## Data records
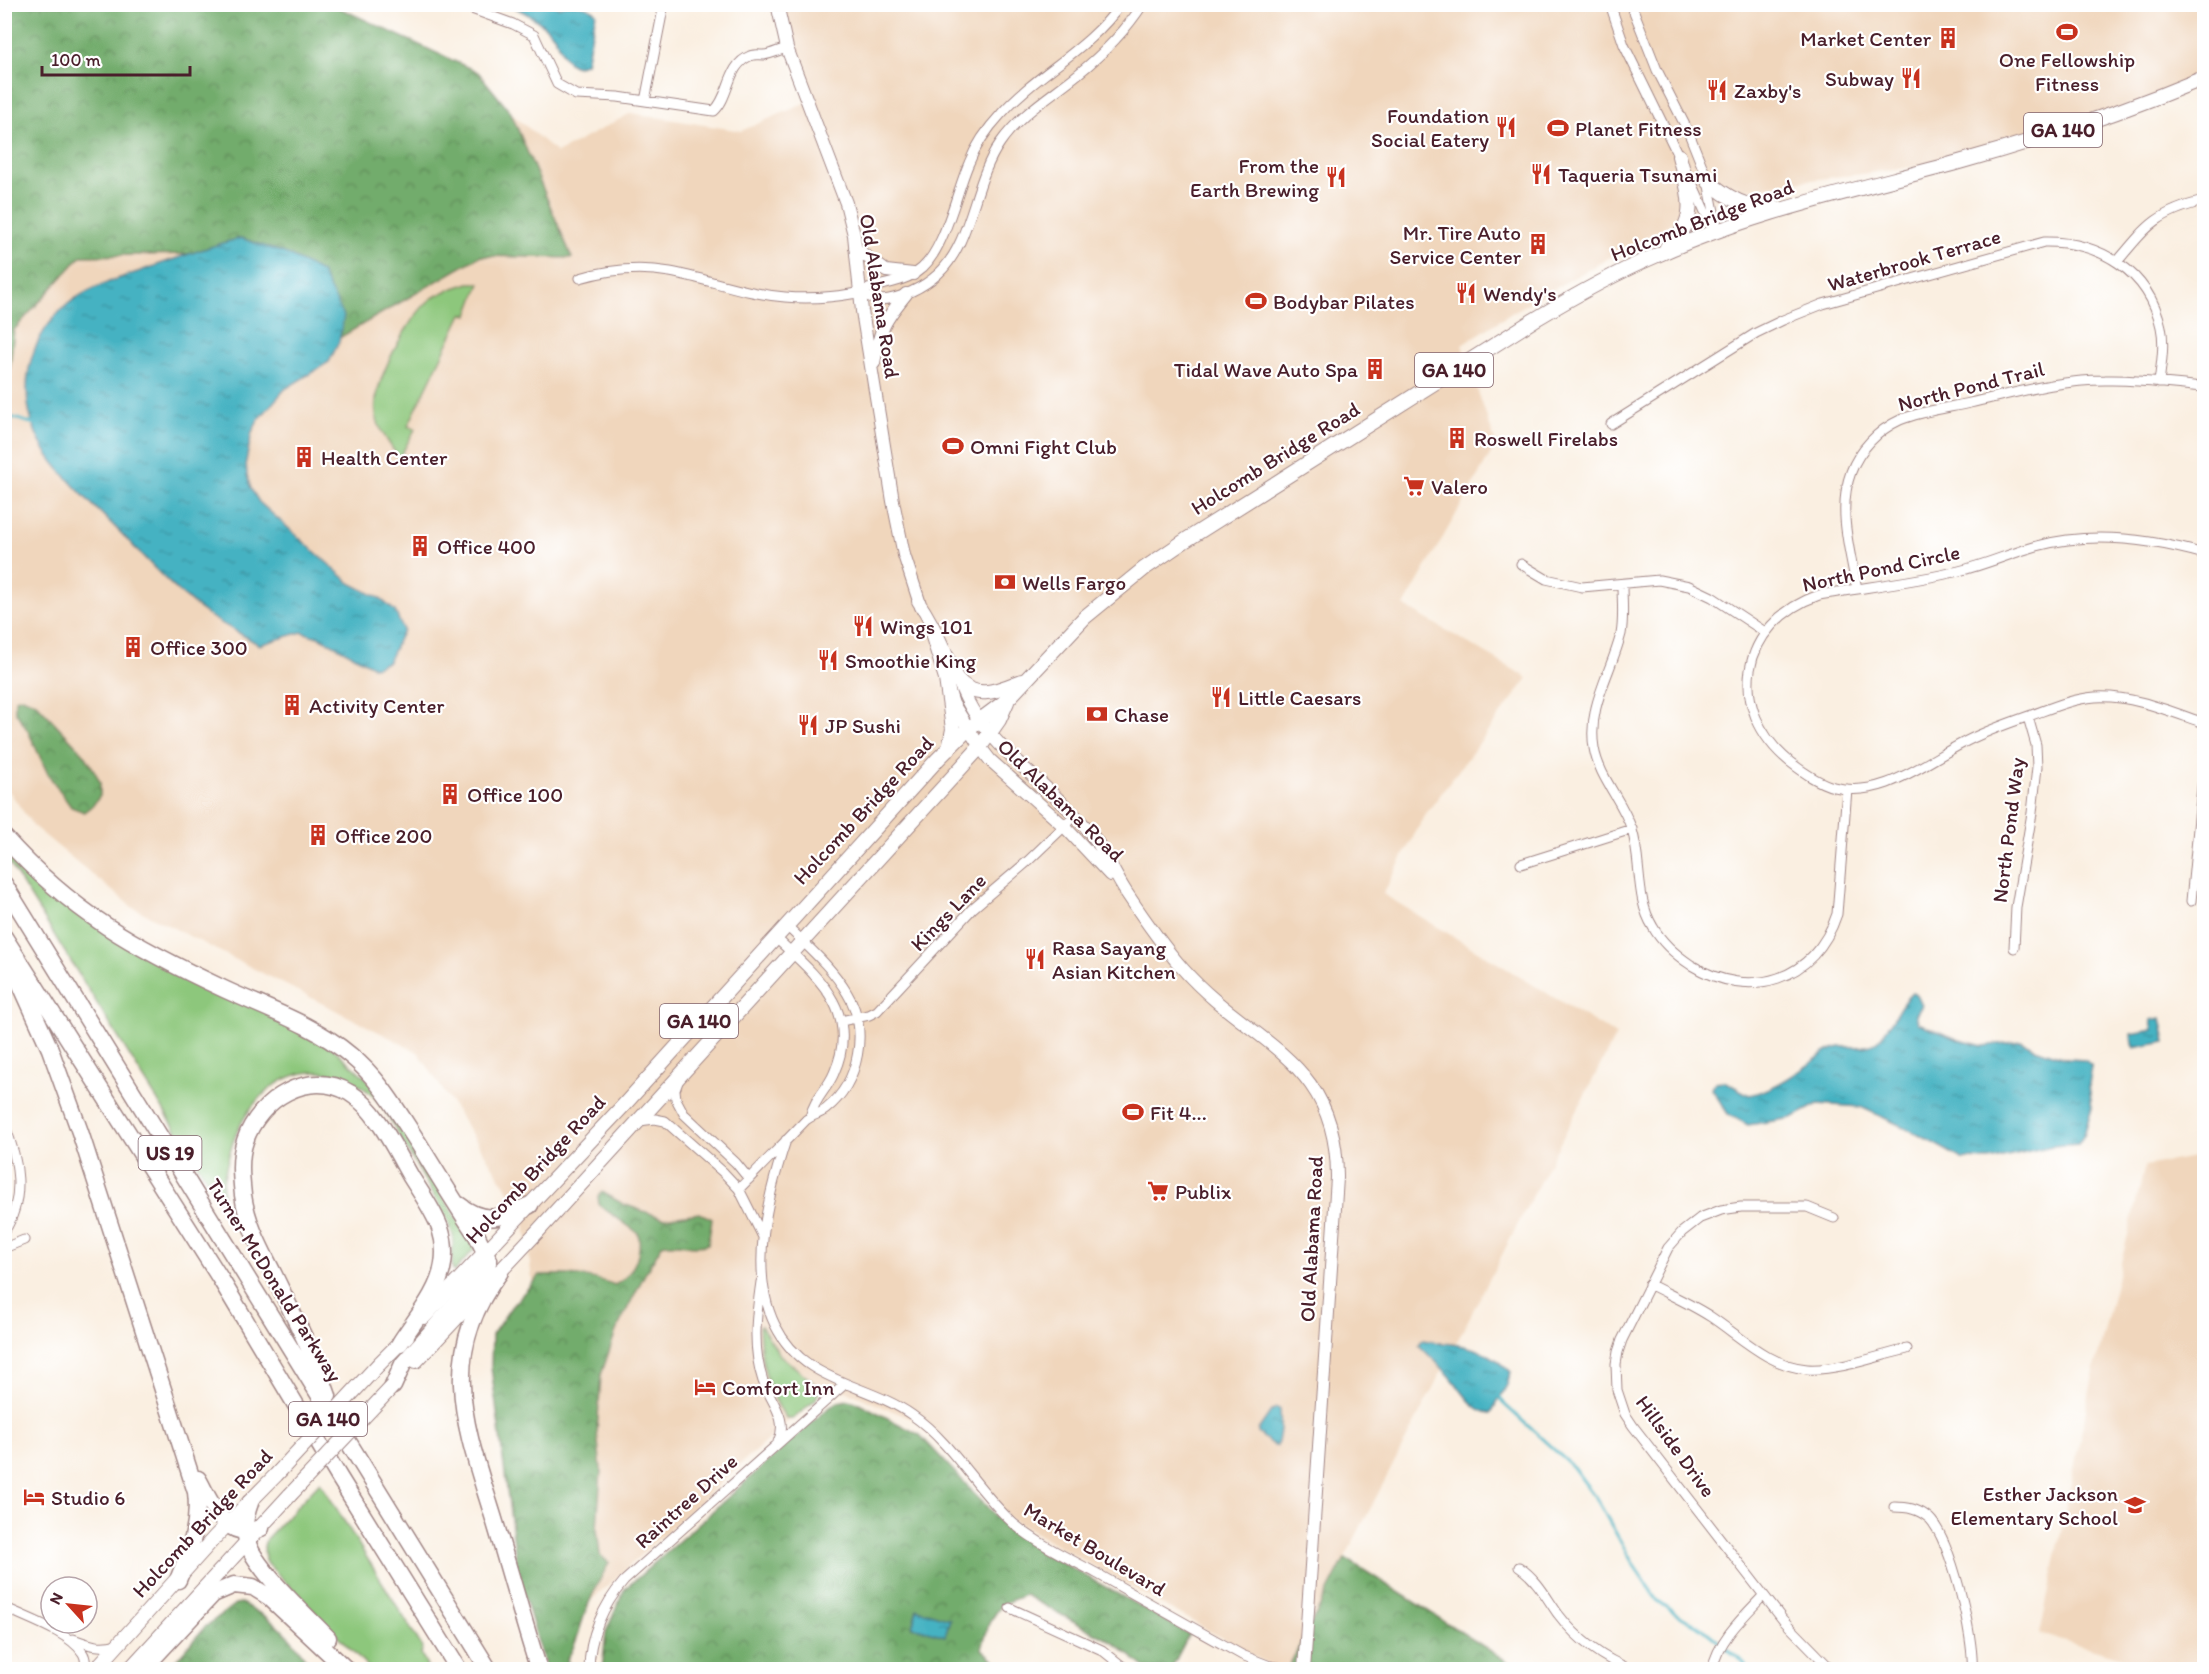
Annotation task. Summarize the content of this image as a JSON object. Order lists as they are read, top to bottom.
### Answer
{
  "streets": {
    "highway": ["US 19", "Turner McDonald Parkway"],
    "main road": ["GA 140", "Holcomb Bridge Road"],
    "street": [
      "Waterbrook Terrace",
      "Old Alabama Road",
      "North Pond Trail",
      "North Pond Circle",
      "North Pond Way",
      "Kings Lane",
      "Hillside Drive",
      "Raintree Drive",
      "Market Boulevard"
    ]
  },
  "crossings": [
    ["Holcomb Bridge Road", "Old Alabama Road"],
    ["Holcomb Bridge Road", "Market Boulevard"],
    ["Waterbrook Terrace", "North Pond Trail"],
    ["Old Alabama Road", "Kings Lane"],
    ["North Pond Trail", "North Pond Circle"],
    ["North Pond Circle", "North Pond Way"],
    ["Kings Lane", "Market Boulevard"],
    ["Raintree Drive", "Market Boulevard"]
  ],
  "places": {
    "sports": [
      "One Fellowship Fitness",
      "Planet Fitness",
      "Bodybar Pilates",
      "Omni Fight Club",
      "Fit 4..."
    ],
    "building": [
      "Market Center",
      "Mr. Tire Auto Service Center",
      "Tidal Wave Auto Spa",
      "Roswell Firelabs",
      "Health Center",
      "Office 400",
      "Office 300",
      "Activity Center",
      "Office 100",
      "Office 200"
    ],
    "restaurant": [
      "Subway",
      "Zaxby's",
      "Foundation Social Eatery",
      "Taqueria Tsunami",
      "From the Earth Brewing",
      "Wendy's",
      "Wings 101",
      "Smoothie King",
      "Little Caesars",
      "JP Sushi",
      "Rasa Sayang Asian Kitchen"
    ],
    "supermarket": ["Valero", "Publix"],
    "bank": ["Wells Fargo", "Chase"],
    "hotel": ["Comfort Inn", "Studio 6"],
    "school or university": ["Esther Jackson Elementary School"]
  },
  "scale_bar": "100 m",
  "north": "top left"
}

## Required action
Drop the images and transcribe the entries above exactly.

## Output for this task
Annotation task. Summarize the content of this image as a JSON object. Order lists as they are read, top to bottom.
### Answer
{
  "streets": {
    "highway": ["US 19", "Turner McDonald Parkway"],
    "main road": ["GA 140", "Holcomb Bridge Road"],
    "street": [
      "Waterbrook Terrace",
      "Old Alabama Road",
      "North Pond Trail",
      "North Pond Circle",
      "North Pond Way",
      "Kings Lane",
      "Hillside Drive",
      "Raintree Drive",
      "Market Boulevard"
    ]
  },
  "crossings": [
    ["Holcomb Bridge Road", "Old Alabama Road"],
    ["Holcomb Bridge Road", "Market Boulevard"],
    ["Waterbrook Terrace", "North Pond Trail"],
    ["Old Alabama Road", "Kings Lane"],
    ["North Pond Trail", "North Pond Circle"],
    ["North Pond Circle", "North Pond Way"],
    ["Kings Lane", "Market Boulevard"],
    ["Raintree Drive", "Market Boulevard"]
  ],
  "places": {
    "sports": [
      "One Fellowship Fitness",
      "Planet Fitness",
      "Bodybar Pilates",
      "Omni Fight Club",
      "Fit 4..."
    ],
    "building": [
      "Market Center",
      "Mr. Tire Auto Service Center",
      "Tidal Wave Auto Spa",
      "Roswell Firelabs",
      "Health Center",
      "Office 400",
      "Office 300",
      "Activity Center",
      "Office 100",
      "Office 200"
    ],
    "restaurant": [
      "Subway",
      "Zaxby's",
      "Foundation Social Eatery",
      "Taqueria Tsunami",
      "From the Earth Brewing",
      "Wendy's",
      "Wings 101",
      "Smoothie King",
      "Little Caesars",
      "JP Sushi",
      "Rasa Sayang Asian Kitchen"
    ],
    "supermarket": ["Valero", "Publix"],
    "bank": ["Wells Fargo", "Chase"],
    "hotel": ["Comfort Inn", "Studio 6"],
    "school or university": ["Esther Jackson Elementary School"]
  },
  "scale_bar": "100 m",
  "north": "top left"
}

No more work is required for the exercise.